In the data below, how many lines include the word "white"? Give only the number.

##########

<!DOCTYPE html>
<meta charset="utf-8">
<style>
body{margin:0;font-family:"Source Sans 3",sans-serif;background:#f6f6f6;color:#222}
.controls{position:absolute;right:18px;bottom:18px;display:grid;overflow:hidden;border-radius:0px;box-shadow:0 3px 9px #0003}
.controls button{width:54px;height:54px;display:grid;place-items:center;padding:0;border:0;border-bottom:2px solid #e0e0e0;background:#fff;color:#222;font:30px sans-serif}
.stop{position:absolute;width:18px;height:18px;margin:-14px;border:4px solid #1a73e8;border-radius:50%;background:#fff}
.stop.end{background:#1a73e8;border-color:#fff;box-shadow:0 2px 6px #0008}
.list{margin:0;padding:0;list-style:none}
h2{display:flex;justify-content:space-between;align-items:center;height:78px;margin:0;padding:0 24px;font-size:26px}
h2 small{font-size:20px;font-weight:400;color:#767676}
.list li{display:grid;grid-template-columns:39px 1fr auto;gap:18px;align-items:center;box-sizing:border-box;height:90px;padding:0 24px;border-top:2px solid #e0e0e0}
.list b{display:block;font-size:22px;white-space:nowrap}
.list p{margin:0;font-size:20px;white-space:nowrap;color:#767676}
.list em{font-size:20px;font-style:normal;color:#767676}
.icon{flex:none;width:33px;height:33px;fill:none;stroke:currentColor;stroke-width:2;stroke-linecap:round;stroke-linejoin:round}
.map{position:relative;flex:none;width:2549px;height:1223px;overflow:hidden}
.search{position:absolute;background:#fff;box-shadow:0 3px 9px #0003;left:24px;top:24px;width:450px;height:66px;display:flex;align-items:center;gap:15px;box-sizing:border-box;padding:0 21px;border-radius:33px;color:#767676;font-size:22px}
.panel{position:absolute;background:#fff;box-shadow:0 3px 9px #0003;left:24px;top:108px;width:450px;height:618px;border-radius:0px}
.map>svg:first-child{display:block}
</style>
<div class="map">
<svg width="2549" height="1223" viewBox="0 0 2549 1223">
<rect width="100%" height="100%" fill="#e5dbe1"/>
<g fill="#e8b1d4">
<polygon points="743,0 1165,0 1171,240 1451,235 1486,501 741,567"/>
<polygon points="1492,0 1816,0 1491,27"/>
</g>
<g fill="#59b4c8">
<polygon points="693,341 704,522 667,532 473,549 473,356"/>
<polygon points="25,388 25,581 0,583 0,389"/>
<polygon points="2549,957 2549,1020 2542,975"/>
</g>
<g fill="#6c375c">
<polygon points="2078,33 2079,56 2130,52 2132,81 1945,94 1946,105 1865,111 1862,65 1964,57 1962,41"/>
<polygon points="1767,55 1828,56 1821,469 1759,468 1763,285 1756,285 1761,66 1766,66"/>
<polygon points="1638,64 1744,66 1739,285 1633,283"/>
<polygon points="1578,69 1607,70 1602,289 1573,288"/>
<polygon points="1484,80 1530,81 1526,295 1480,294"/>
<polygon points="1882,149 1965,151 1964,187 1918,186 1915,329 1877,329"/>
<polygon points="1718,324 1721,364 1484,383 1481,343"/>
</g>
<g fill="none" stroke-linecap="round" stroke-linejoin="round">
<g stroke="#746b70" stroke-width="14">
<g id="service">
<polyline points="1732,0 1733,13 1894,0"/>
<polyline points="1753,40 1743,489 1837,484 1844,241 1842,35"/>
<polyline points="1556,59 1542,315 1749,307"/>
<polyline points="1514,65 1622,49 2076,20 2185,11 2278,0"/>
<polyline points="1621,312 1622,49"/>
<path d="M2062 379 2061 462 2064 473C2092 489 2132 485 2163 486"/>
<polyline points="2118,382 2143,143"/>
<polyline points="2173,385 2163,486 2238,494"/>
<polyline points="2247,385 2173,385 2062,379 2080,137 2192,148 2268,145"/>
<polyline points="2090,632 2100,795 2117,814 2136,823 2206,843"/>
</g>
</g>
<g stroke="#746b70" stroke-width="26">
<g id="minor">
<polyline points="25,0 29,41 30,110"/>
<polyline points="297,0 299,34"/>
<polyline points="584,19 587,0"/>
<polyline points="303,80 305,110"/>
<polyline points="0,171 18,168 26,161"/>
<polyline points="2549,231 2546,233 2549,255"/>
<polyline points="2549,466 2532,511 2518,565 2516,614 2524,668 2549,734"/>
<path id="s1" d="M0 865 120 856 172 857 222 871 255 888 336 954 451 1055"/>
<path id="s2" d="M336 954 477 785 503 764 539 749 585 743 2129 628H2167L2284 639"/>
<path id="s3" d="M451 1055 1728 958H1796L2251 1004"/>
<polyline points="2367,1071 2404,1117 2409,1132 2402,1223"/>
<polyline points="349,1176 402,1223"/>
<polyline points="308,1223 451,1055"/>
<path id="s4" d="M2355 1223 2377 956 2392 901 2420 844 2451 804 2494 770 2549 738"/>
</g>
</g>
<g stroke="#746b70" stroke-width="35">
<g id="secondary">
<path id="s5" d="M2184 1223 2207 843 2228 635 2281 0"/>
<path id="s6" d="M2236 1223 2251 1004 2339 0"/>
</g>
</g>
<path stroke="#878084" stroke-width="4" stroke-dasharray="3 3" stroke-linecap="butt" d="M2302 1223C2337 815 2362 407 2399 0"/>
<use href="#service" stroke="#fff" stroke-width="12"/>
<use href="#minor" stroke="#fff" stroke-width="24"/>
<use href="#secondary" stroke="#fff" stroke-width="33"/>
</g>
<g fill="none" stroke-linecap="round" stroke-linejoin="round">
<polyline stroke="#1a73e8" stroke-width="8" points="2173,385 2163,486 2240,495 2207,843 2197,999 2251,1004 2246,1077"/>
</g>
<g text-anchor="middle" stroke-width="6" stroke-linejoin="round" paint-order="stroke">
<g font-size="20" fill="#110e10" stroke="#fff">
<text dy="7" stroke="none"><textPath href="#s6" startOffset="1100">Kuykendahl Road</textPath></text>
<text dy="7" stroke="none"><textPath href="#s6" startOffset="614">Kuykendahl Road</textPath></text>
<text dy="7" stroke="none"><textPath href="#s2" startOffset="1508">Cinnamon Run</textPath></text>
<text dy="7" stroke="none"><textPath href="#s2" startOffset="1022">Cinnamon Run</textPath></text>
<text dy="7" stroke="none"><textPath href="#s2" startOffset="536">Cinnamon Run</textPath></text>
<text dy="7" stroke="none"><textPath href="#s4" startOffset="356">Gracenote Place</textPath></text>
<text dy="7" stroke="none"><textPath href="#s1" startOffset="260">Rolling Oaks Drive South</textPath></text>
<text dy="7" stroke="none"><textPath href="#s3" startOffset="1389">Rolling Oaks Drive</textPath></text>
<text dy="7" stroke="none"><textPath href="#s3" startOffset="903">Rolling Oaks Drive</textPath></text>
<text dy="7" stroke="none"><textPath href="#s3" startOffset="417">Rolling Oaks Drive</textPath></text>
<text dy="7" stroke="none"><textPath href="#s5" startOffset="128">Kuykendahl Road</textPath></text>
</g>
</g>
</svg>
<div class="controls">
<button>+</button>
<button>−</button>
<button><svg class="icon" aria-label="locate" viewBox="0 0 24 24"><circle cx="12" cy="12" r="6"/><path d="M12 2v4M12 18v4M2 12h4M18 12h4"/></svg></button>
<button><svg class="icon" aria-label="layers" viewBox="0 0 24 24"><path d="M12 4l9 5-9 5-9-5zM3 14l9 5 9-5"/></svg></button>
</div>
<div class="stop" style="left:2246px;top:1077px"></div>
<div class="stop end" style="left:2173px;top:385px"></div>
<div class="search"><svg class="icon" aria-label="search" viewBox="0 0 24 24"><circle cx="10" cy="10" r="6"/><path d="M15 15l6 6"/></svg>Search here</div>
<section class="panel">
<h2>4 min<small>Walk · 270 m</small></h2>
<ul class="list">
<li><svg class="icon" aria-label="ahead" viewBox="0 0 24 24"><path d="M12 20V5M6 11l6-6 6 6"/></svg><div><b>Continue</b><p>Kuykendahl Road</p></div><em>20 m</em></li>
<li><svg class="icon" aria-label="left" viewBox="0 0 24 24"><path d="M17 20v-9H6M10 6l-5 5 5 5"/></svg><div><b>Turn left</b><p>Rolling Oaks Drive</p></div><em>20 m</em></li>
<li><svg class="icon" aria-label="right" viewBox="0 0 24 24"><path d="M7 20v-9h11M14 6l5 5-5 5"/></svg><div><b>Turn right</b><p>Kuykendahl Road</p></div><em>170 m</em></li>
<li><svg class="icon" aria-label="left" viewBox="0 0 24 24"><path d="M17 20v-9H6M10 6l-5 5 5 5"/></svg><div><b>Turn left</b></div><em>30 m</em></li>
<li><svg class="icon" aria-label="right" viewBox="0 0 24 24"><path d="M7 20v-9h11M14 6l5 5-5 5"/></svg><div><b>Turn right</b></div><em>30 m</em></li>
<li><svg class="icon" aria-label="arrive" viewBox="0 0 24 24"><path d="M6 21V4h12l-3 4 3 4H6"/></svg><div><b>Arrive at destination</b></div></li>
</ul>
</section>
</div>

##########

Answer section -> 2